__Action item__:
Filter the entries, keeping every line with the word "column".

__Input for this task__:
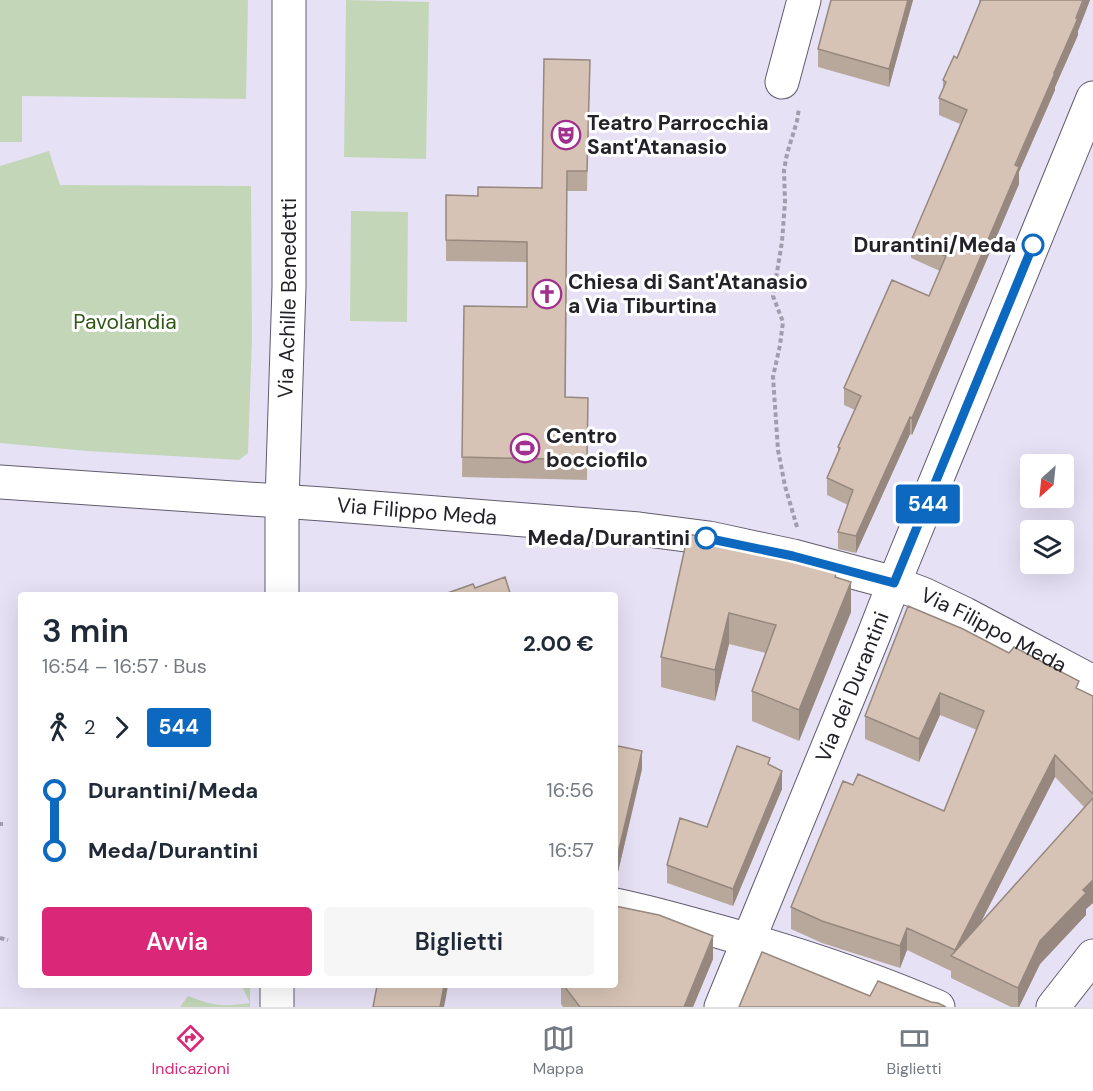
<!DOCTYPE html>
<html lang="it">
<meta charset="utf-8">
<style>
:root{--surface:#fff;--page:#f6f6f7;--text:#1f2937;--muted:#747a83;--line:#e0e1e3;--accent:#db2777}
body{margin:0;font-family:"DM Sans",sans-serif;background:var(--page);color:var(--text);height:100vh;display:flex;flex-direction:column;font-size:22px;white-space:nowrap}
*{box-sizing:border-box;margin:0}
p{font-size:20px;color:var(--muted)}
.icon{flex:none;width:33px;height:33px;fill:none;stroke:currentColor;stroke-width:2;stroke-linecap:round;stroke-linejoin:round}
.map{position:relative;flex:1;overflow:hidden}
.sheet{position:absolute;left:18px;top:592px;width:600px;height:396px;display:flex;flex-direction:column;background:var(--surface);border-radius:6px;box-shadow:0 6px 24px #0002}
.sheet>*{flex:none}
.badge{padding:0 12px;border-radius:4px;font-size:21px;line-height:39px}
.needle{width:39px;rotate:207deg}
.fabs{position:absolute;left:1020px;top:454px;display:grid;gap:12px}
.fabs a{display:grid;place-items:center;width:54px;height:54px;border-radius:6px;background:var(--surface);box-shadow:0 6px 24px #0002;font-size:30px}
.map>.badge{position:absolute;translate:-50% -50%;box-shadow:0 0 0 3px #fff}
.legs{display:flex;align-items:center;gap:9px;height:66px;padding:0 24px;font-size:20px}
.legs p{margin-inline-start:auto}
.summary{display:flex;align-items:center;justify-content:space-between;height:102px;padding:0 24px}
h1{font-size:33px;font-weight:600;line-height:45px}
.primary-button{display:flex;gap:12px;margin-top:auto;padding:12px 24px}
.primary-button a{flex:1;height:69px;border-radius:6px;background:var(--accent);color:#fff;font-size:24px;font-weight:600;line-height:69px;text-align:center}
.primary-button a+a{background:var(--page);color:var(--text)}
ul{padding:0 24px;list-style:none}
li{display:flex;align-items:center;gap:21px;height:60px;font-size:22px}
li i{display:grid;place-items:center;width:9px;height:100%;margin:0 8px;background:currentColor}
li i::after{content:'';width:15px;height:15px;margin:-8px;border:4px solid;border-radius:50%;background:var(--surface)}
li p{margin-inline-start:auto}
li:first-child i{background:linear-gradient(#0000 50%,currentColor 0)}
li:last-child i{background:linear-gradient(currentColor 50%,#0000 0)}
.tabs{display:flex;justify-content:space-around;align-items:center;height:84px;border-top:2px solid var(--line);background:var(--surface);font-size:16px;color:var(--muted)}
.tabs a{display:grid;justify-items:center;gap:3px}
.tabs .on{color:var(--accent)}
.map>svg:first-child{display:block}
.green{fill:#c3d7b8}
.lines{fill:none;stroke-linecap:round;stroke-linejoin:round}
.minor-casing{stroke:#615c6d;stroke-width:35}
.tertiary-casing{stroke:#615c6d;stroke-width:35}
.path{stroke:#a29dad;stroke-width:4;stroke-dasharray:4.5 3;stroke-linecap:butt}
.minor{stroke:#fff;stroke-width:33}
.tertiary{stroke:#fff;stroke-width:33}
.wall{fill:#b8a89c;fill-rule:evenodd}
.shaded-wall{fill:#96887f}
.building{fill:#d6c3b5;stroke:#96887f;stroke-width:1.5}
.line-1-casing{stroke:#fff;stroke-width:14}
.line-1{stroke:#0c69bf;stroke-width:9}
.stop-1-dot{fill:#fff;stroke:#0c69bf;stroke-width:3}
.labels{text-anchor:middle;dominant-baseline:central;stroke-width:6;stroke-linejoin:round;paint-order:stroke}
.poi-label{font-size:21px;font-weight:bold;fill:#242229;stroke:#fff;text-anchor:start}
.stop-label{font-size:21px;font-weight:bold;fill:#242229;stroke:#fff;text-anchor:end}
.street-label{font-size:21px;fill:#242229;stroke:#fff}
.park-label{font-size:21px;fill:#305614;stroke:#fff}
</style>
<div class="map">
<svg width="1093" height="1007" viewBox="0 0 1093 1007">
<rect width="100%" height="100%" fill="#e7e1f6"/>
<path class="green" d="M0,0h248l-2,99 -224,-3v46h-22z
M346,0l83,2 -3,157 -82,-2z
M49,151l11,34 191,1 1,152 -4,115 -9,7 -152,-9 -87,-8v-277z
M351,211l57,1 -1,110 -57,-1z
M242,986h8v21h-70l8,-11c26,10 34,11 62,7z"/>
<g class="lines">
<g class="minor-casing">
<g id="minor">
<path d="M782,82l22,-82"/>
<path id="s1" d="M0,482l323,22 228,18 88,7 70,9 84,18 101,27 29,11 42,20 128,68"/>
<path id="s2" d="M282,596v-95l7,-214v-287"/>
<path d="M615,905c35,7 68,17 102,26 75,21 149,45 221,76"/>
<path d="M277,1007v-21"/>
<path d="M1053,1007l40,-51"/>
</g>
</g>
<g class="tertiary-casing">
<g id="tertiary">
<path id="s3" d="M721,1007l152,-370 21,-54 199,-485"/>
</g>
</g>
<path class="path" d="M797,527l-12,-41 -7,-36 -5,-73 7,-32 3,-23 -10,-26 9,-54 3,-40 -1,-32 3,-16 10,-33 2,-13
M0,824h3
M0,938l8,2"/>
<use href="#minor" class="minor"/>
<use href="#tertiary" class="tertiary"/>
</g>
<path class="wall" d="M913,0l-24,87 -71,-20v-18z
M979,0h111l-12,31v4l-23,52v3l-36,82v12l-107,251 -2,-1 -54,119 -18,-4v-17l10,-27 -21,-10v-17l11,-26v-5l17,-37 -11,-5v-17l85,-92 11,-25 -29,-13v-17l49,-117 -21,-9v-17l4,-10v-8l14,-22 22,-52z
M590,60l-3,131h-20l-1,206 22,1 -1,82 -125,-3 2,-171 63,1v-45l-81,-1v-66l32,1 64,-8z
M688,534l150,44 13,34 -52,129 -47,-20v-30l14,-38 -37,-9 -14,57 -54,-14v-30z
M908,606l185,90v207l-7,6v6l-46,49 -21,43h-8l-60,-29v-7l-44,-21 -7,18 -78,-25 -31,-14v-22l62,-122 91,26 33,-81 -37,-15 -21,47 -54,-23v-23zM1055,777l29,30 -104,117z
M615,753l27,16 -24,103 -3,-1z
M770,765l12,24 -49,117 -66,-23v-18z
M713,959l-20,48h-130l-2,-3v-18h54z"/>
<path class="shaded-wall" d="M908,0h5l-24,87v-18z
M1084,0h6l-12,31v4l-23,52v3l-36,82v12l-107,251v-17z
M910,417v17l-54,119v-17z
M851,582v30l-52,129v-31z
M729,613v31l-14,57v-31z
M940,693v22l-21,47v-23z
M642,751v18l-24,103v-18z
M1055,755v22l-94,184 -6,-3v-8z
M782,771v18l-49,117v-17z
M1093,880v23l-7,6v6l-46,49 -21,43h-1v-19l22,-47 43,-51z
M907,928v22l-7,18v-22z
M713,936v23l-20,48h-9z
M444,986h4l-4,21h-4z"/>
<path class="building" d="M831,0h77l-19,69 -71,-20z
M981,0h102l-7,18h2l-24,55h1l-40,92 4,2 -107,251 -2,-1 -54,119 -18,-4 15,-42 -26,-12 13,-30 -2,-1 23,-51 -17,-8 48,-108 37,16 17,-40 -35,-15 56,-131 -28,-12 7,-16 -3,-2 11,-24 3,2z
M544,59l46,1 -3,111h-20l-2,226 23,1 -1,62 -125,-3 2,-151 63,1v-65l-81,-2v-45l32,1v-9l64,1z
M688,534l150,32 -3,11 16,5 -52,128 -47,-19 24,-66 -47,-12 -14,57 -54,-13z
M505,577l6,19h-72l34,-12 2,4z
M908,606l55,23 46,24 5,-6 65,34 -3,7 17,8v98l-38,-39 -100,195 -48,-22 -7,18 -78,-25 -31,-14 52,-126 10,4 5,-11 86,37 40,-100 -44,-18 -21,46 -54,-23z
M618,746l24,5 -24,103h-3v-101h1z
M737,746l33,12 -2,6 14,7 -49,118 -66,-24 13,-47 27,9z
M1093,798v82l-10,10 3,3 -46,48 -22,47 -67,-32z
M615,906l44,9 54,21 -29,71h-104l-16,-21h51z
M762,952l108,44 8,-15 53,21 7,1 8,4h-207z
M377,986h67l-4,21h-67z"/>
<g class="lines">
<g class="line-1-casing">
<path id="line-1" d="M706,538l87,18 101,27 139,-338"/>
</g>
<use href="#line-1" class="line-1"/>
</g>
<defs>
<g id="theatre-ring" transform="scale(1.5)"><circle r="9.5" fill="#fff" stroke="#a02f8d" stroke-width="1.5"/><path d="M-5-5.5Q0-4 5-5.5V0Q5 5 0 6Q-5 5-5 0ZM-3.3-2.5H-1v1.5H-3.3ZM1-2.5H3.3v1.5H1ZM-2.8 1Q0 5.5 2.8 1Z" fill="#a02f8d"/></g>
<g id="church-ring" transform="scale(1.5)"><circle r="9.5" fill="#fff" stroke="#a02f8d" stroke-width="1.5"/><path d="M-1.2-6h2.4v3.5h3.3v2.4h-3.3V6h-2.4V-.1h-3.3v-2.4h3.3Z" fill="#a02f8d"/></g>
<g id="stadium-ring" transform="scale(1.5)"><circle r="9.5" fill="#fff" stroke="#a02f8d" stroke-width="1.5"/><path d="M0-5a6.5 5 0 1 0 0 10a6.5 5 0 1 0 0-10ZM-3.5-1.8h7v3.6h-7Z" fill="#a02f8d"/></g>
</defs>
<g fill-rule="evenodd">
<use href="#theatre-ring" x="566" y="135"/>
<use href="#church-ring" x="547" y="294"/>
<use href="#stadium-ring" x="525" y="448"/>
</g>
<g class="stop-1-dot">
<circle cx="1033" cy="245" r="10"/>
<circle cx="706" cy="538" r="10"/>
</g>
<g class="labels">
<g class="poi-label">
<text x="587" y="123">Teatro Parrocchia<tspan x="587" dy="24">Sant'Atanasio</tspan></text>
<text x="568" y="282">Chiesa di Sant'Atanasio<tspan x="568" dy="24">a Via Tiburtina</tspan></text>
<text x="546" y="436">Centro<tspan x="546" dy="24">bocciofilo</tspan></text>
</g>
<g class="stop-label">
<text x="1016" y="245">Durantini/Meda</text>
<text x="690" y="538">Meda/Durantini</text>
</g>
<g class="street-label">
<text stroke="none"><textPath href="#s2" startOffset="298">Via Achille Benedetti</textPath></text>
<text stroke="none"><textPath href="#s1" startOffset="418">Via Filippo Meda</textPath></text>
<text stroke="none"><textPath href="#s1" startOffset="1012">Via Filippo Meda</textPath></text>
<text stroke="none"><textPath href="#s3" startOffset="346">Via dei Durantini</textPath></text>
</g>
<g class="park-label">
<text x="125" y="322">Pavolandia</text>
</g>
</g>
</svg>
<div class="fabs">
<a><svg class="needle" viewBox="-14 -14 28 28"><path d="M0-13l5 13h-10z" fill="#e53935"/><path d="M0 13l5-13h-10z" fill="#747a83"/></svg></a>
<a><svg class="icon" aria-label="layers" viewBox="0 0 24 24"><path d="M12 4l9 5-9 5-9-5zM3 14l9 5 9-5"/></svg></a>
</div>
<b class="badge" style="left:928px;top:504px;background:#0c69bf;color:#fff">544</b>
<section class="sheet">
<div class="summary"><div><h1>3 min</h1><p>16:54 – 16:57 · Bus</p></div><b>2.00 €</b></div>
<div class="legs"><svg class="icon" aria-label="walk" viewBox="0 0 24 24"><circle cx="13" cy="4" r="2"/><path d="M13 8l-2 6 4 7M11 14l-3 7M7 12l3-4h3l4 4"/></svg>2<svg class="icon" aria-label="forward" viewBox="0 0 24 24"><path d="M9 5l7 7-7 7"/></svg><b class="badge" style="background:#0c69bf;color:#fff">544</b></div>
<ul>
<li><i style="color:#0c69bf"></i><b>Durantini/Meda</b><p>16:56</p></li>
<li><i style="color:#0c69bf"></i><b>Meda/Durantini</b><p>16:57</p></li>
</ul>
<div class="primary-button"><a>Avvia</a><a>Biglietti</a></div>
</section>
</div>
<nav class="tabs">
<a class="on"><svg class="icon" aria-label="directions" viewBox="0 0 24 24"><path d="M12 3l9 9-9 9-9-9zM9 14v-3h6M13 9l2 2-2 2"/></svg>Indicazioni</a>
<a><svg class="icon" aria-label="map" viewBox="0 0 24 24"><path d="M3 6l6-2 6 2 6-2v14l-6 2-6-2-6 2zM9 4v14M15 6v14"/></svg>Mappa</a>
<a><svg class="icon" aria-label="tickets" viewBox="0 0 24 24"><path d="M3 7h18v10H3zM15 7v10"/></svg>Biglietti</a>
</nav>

__Answer box__:
body{margin:0;font-family:"DM Sans",sans-serif;background:var(--page);color:var(--text);height:100vh;display:flex;flex-direction:column;font-size:22px;white-space:nowrap}
.sheet{position:absolute;left:18px;top:592px;width:600px;height:396px;display:flex;flex-direction:column;background:var(--surface);border-radius:6px;box-shadow:0 6px 24px #0002}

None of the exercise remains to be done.